Steve Jobs sur le chemin de Gutenberg ?
22 mars 2010, par Vincent Grimaldi de Puget
Par de nombreuses mesures, Steve Jobs suit Gutenberg; entre autres par la création de l’Apple II qui, il y a quelque 30 ans, ouvrit la voie au PC que vous utilisez en ce moment. Le micro-ordinateur français Micral était pourtant apparu 4 ans plus tôt! Steve Jobs aurait-il pu atteindre de tels sommets dans d’autres environnements, en France par exemple?

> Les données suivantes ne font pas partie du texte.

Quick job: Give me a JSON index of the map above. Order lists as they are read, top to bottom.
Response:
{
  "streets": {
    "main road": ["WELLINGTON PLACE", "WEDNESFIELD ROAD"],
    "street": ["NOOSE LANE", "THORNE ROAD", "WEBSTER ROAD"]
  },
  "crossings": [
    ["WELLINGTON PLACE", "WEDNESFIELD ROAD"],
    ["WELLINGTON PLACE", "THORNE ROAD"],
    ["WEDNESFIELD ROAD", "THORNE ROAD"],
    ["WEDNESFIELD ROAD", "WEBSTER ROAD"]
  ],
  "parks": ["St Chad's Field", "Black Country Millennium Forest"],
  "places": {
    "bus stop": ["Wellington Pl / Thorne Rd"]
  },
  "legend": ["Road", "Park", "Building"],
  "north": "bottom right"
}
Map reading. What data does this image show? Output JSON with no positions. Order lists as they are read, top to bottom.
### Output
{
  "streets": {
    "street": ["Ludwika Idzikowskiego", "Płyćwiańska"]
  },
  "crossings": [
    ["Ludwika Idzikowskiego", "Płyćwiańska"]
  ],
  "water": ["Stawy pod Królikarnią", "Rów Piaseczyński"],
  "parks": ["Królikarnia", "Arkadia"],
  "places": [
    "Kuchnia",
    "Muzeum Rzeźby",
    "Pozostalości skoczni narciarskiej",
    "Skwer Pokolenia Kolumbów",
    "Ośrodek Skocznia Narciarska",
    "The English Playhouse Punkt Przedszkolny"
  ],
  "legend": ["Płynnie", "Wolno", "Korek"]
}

Les entrepreneurs se retrouvent partout, à toutes les époques, dans tous les pays, et dans des entreprises de toutes tailles. Entrepreneur n’est donc pas synonyme de start-ups ou dot-coms. Les grands groupes aussi – en fait, toutes les organisations traditionnelles de type bureaucratique – peuvent améliorer leur réactivité grâce aux intrapreneurs. Les américains appellent ces entrepreneurs salariés des “change-agents“, c’est-à-dire des agents du changement, car à tous les niveaux ils agissent comme des catalyseurs qui permettent à l’organisation de passer la vitesse supérieure (Voir article de Grimaldi & Mufraggi).
“entreprendre est un état d’esprit
qui peut souffler sur toutes les organisations
et dans tous les secteurs”
Le groupe automobile Ford, par exemple, avait expressément engagé une centaine de jeunes MBA démontrant un profil entrepreneurial, pour accélérer sa restructuration dès les années 90s. Aujourd’hui, face aux dépôts de bilan de GM et Chrysler, Ford est le seul manufacturier américain à avoir évité la faillite.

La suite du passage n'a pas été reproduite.